## EXERCISE DIRECTIONS
Wherever the word "Municipal" appears in the entries, copy the whole line.

## SUPPLIED DATA
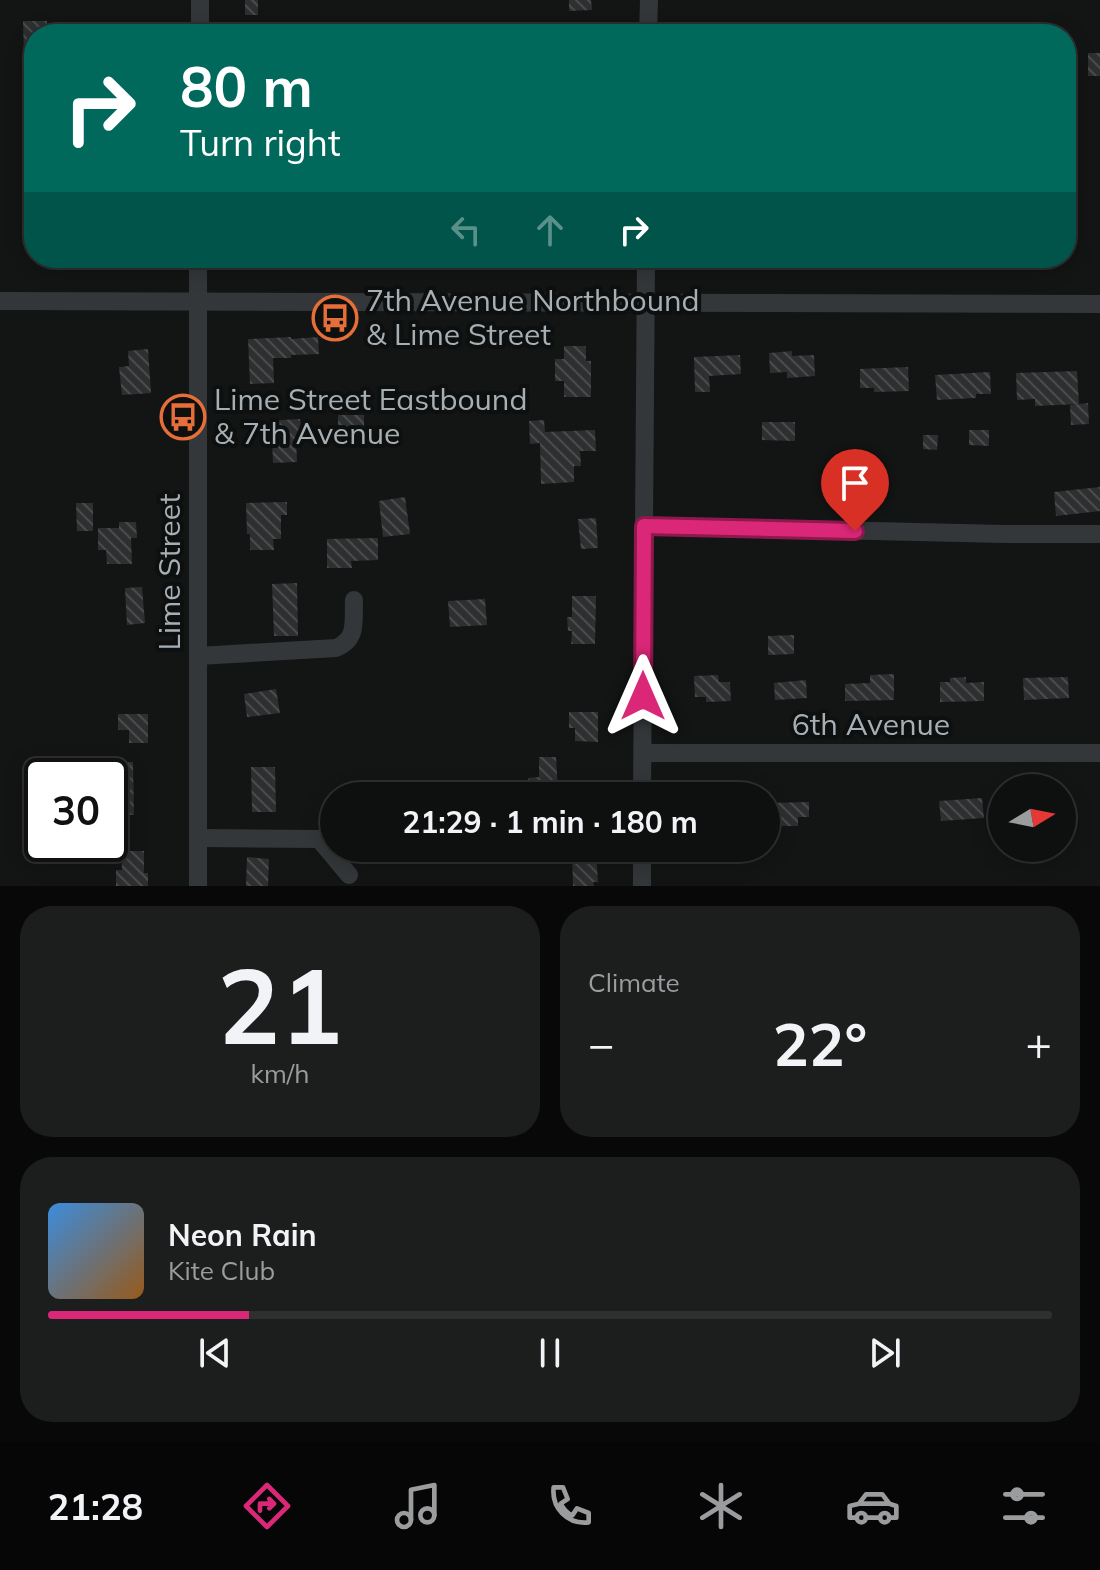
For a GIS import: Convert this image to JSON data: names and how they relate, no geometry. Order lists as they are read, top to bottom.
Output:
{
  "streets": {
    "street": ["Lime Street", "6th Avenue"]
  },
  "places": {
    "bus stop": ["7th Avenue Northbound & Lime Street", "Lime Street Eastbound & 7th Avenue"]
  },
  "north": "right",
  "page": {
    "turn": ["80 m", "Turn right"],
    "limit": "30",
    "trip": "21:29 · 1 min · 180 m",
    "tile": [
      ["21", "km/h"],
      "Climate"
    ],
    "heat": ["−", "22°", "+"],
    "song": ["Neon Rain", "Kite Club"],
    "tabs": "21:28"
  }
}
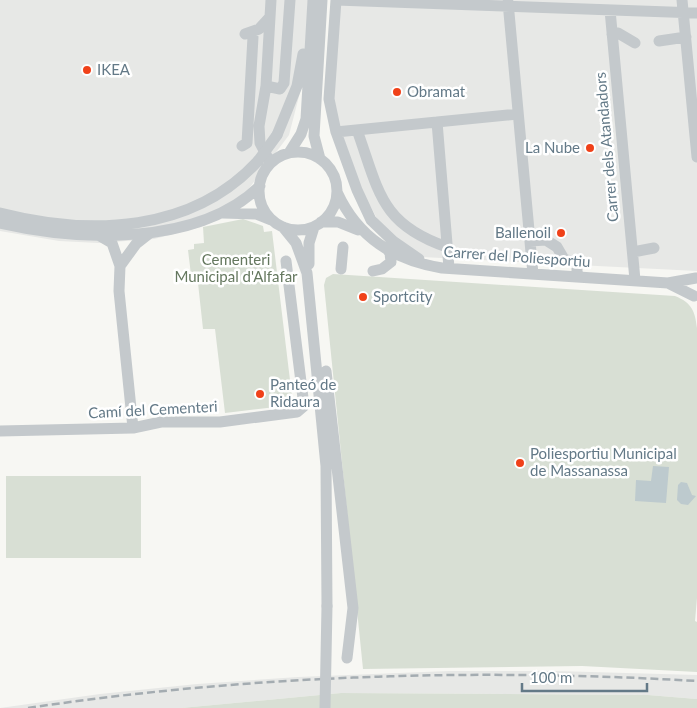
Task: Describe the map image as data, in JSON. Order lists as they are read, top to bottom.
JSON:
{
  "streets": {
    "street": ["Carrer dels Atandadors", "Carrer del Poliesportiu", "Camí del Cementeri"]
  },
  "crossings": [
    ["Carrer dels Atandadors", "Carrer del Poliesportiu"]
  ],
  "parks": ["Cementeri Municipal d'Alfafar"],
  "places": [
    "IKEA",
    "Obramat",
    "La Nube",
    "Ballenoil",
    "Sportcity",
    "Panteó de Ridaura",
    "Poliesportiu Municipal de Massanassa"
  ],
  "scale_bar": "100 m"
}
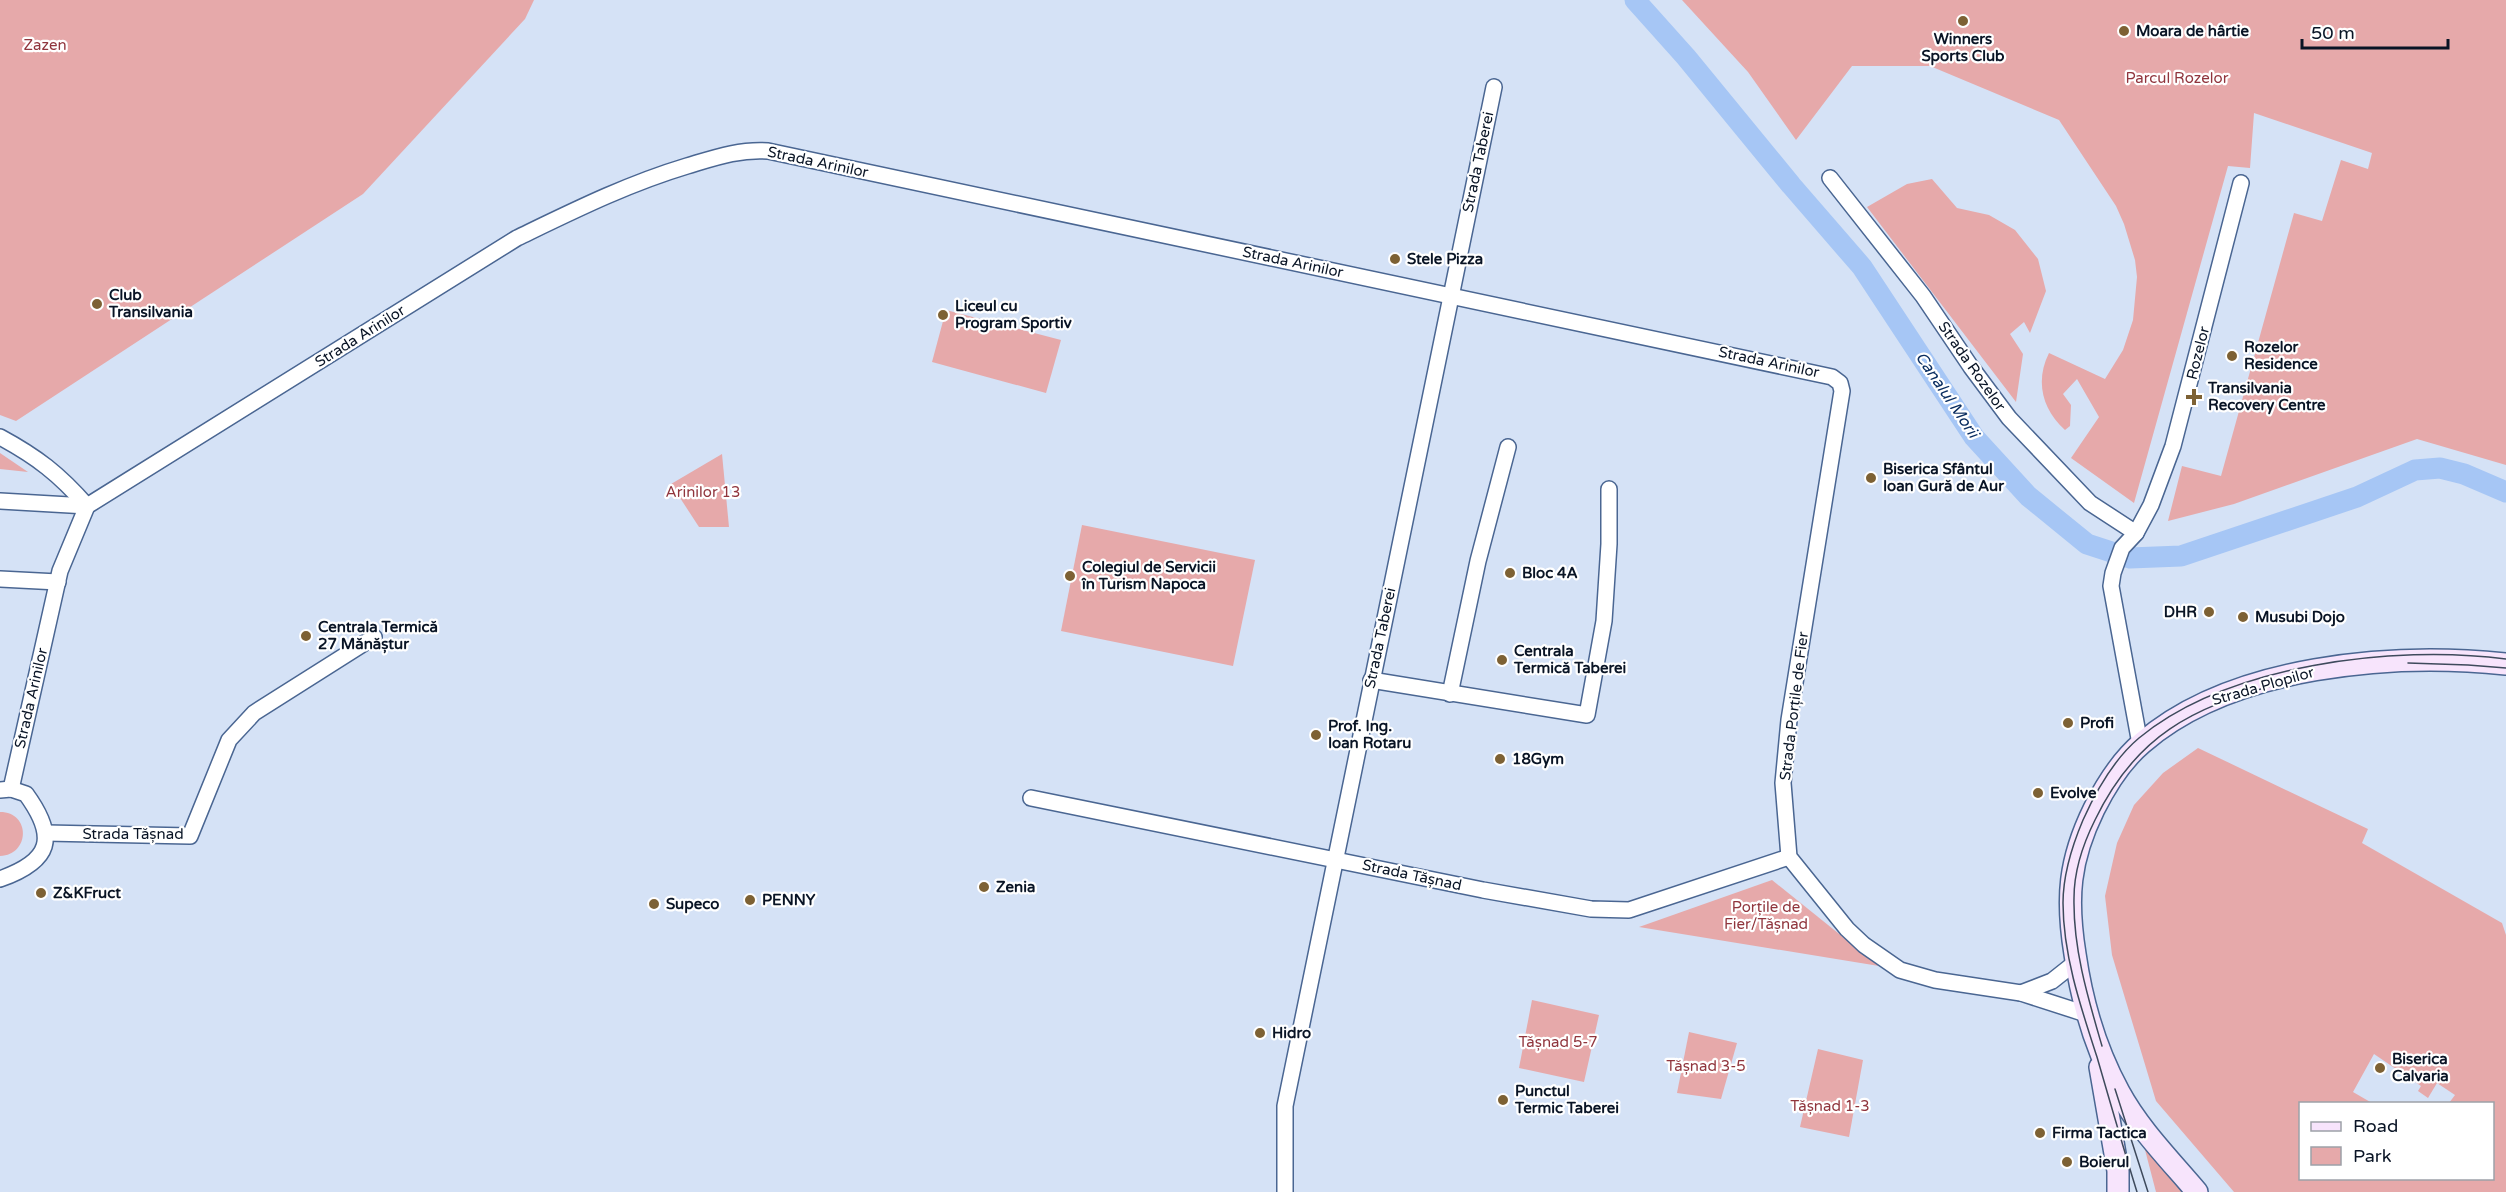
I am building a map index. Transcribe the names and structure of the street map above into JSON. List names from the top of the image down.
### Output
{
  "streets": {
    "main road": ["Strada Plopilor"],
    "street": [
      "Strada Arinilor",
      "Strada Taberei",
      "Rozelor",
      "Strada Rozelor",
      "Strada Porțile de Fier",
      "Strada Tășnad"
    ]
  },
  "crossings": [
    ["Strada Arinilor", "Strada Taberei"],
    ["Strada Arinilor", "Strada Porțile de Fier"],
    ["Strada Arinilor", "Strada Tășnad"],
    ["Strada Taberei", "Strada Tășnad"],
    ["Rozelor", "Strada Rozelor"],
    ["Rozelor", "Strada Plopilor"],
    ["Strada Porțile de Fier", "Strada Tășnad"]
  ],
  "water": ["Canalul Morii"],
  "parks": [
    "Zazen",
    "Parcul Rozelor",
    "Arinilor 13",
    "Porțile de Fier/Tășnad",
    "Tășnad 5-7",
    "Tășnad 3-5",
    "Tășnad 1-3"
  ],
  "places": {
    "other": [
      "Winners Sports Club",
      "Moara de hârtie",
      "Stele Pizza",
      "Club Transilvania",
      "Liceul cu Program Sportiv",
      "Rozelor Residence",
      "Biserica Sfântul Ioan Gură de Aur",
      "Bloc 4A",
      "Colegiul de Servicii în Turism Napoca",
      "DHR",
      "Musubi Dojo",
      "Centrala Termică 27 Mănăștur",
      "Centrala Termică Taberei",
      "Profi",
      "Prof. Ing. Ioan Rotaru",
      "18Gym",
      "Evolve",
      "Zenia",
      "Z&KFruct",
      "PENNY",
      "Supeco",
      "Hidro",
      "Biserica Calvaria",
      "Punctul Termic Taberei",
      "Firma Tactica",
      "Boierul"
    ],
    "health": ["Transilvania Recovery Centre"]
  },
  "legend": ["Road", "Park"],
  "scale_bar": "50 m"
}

## ANSWER TO THIS PROBLEM
  "parks": ["Cementeri Municipal d'Alfafar"],
    "Poliesportiu Municipal de Massanassa"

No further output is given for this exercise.